De 1982 à nos jours, Martin Melkonian a construit une œuvre d’écrivain poète. Le récit, l’essai, le journal intime, les fragments poétiques et les aphorismes sont ses genres littéraires de prédilection. Le « je » de l’histoire individuelle s’y déploie tout en se faisant l’écho du génocide des Arméniens de l’Empire ottoman. Parmi de nombreuses publications où se signale la singularité d’un regard, on retiendra : Le Miniaturiste, initialement paru au Seuil, réédité en 2006 chez Parenthèses ; Arménienne, paru en 2012 chez Maurice Nadeau. Offrant toujours des perspectives originales tant sur les œuvres que sur les artistes, il s’est intéressé en particulier à Roland Barthes, Clara Haskil, Edward Hopper, Gustave Flaubert et Stéphane Mallarmé.

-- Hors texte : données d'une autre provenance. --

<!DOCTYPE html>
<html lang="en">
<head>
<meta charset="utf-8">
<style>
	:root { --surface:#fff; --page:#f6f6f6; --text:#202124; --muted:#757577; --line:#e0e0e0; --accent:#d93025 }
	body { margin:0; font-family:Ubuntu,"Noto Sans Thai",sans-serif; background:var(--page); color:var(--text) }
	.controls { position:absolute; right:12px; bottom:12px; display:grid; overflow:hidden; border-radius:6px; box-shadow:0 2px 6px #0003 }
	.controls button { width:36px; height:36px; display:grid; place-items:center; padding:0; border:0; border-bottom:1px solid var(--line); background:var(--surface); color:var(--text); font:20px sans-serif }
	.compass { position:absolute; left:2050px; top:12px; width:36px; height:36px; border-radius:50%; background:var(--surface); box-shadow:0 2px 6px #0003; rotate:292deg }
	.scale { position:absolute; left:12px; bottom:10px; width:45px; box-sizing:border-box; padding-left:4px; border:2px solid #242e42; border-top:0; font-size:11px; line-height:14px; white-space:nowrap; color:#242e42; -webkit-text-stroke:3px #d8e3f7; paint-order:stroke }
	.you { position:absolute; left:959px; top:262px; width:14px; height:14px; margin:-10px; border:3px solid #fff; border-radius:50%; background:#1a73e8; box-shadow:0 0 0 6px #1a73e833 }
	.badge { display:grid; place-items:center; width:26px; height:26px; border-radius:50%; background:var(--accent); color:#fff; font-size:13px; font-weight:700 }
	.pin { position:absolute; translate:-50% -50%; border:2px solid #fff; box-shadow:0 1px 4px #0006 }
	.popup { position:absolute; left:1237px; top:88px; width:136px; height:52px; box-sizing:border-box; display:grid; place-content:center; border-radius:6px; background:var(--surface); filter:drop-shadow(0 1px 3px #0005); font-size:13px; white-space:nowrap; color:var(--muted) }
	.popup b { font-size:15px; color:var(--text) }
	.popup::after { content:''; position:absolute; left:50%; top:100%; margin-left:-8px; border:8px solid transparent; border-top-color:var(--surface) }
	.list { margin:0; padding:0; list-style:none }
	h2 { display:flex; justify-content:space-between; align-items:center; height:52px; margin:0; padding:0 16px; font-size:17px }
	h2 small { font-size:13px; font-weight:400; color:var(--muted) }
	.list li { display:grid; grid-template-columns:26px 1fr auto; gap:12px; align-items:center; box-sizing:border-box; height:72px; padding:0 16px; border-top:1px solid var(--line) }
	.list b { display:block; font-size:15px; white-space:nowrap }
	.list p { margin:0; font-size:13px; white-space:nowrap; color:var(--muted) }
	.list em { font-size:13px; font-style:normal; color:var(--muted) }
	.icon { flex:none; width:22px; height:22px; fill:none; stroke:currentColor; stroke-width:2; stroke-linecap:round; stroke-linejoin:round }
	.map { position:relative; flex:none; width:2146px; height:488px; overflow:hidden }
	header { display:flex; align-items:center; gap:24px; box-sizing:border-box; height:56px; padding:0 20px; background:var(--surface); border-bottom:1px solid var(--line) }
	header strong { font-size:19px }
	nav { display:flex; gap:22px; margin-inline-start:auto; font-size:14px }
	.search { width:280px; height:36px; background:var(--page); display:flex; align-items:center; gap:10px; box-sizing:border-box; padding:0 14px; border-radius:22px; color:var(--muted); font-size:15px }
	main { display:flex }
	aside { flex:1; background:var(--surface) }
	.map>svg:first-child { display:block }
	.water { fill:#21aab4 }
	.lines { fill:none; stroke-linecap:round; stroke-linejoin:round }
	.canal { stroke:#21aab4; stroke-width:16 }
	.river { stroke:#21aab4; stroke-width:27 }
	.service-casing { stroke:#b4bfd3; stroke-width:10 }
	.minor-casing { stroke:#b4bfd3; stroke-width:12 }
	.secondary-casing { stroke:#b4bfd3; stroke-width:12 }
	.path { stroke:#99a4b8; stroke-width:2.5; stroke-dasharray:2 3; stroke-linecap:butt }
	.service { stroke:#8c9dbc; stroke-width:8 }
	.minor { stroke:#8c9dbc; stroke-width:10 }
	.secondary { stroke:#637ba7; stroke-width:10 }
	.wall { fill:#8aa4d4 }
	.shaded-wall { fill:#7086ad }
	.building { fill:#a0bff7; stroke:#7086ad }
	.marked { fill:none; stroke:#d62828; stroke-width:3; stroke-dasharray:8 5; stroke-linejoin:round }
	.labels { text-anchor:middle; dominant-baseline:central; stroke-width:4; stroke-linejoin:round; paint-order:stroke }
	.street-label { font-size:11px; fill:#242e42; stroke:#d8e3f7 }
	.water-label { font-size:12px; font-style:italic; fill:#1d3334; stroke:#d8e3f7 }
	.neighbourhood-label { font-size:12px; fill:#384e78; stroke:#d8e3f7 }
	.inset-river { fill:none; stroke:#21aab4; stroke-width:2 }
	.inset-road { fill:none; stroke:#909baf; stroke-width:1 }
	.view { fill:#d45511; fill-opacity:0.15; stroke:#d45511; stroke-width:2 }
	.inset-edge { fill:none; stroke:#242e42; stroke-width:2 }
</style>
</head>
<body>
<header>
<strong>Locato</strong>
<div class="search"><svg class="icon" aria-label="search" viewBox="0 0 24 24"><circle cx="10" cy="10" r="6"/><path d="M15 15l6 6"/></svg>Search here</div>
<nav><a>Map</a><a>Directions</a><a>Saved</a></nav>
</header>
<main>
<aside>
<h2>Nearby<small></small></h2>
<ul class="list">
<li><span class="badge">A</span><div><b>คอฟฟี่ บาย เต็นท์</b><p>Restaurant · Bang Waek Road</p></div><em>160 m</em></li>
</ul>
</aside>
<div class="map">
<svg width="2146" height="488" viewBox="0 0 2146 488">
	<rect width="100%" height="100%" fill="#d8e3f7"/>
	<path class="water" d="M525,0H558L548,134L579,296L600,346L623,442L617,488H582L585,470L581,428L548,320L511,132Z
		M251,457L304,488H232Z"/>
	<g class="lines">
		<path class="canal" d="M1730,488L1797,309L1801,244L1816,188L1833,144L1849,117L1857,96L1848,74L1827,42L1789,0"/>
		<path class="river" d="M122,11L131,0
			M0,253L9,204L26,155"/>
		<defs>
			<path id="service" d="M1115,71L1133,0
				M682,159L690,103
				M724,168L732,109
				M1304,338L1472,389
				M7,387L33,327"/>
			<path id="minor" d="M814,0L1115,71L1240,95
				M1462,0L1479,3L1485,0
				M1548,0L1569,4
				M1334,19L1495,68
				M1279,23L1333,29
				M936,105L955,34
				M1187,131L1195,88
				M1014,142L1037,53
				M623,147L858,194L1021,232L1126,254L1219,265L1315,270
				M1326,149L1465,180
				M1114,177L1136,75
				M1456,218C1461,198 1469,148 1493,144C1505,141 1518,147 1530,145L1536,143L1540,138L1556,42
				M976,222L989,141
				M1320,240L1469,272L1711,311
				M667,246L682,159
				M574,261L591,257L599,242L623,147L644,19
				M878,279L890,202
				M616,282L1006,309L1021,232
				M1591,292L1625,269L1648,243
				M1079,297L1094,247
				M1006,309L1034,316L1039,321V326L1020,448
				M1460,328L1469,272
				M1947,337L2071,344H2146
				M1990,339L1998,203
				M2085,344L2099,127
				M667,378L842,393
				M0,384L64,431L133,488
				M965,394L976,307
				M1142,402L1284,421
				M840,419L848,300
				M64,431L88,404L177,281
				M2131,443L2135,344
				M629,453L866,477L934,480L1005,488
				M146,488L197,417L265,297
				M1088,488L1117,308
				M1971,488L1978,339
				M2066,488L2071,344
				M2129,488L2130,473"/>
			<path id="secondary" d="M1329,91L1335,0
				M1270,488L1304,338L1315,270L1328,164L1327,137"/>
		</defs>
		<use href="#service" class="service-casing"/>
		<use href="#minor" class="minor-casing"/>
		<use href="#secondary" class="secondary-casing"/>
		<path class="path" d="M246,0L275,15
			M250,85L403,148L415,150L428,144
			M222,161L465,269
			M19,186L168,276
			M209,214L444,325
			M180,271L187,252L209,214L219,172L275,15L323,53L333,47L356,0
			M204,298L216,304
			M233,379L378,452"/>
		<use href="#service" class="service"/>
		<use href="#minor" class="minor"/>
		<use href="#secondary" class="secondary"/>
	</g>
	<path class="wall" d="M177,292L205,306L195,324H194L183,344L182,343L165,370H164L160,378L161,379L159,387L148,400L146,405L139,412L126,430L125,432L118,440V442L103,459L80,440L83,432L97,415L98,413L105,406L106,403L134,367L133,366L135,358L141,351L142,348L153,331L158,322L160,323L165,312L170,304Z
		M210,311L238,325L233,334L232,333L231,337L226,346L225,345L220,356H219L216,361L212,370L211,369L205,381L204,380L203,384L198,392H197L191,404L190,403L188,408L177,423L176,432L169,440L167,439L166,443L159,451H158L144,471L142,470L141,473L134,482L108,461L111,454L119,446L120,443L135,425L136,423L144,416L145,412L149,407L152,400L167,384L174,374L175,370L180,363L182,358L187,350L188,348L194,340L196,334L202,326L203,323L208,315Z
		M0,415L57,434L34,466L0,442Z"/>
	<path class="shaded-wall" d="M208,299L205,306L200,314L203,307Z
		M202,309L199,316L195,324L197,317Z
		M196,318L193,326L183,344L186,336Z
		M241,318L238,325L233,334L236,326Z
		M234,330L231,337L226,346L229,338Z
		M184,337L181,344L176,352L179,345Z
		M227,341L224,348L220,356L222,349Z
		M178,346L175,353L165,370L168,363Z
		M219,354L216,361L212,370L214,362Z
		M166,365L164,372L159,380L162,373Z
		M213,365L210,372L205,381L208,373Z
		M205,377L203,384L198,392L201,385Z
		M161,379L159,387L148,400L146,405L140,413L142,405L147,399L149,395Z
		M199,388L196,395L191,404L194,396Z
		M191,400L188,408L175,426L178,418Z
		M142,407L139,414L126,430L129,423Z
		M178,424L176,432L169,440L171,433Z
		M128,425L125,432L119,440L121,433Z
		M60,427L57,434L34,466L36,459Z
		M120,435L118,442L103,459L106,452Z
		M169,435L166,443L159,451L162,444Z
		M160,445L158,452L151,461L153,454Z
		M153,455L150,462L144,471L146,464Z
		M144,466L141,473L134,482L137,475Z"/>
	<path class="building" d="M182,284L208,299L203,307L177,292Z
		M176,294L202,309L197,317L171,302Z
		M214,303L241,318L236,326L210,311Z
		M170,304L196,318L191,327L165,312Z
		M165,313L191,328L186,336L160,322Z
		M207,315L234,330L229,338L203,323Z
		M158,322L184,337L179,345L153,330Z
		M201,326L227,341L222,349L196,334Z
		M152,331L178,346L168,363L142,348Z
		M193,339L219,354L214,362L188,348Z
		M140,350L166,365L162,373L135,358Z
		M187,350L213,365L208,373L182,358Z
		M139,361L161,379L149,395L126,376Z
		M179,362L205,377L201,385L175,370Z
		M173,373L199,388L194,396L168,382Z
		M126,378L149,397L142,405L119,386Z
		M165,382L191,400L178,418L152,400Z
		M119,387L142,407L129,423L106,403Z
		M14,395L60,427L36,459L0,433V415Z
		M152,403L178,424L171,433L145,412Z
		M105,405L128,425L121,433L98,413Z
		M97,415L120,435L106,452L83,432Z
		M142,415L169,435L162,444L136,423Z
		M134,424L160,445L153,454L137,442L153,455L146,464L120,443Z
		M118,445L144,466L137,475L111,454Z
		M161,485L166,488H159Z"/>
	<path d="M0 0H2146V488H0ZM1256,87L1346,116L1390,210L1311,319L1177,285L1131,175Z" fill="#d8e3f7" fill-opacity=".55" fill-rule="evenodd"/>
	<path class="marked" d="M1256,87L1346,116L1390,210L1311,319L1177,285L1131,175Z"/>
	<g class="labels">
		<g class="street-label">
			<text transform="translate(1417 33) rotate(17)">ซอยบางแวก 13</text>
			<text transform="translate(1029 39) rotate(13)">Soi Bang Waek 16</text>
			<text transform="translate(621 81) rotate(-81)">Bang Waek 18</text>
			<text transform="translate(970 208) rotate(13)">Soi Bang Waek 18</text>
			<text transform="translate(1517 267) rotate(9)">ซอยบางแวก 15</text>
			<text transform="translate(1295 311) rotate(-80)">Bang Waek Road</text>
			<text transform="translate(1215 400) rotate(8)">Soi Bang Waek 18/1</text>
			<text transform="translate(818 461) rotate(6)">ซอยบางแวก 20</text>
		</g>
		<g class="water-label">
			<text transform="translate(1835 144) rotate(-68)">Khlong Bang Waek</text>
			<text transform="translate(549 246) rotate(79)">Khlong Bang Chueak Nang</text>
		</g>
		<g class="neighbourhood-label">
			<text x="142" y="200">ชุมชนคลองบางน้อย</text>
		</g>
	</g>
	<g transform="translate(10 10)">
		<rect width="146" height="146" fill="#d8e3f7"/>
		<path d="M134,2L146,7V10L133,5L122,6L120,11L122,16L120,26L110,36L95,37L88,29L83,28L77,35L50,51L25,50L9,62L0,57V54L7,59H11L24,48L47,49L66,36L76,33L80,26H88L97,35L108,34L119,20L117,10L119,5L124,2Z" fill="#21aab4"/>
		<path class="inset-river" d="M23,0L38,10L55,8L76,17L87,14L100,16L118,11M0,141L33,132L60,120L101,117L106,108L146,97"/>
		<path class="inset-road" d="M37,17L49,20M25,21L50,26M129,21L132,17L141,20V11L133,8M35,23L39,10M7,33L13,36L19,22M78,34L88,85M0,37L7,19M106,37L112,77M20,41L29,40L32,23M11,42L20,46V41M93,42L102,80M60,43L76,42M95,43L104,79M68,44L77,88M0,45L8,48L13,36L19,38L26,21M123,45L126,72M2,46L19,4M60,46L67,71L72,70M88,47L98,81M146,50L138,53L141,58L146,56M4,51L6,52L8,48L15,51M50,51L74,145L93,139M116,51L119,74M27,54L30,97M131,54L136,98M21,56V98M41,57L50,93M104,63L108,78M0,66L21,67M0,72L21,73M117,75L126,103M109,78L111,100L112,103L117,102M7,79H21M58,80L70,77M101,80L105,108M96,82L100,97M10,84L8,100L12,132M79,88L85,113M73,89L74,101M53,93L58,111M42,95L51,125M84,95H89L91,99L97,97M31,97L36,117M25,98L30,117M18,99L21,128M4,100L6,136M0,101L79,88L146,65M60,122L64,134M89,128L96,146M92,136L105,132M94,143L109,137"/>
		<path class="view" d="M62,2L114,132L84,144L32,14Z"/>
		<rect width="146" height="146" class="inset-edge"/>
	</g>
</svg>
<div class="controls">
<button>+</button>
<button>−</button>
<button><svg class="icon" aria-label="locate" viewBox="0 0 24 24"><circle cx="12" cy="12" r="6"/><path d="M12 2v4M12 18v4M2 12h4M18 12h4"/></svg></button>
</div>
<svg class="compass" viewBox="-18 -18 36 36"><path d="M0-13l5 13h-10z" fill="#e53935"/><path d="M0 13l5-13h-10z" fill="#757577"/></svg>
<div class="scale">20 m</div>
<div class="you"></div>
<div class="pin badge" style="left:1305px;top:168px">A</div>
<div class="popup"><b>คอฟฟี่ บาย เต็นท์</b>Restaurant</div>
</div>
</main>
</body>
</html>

En contrepoint aux genres littéraires de prédilection évoqués, le journal intime, véritable soubassement actif de l’œuvre en cours et lieu par excellence de l’écriture fragmentaire, lui a inspiré un ensemble de notations poético-philosophiques parues dans plusieurs recueils, à savoir, chronologiquement : Minimes, Traces de secours, Une valise à papillons, Diaspores, Résident aux confins. Il s’est alors agi pour Martin Melkonian de mettre au jour une pensée nourrie par l’exercice de son travail d’écriture, travail d’écriture lui-même nourri par son propre vécu, ce qu’au demeurant il appelle, dans Le Témoin d’argile, « faire force d’univers ». Précisément, page 93 de ce cinquième volume publié du journal intime, de cet « échantillon de jours » (« specimen days »), selon la formule heureuse de Walt Whitman, on peut lire, en date du  : « Faire force d’univers : ouvrir des fenêtres dans le monde bétonné des discours. »

À l’occasion d’une interview donnée en 2016 aux Nouvelles d’Arménie Magazine, il déclare : « L’écriture est pour moi, comme la lecture, un espace de liberté imprenable, non récupérable par une idéologie, un groupe. »

Parallèlement, Martin Melkonian est peintre calligraphe.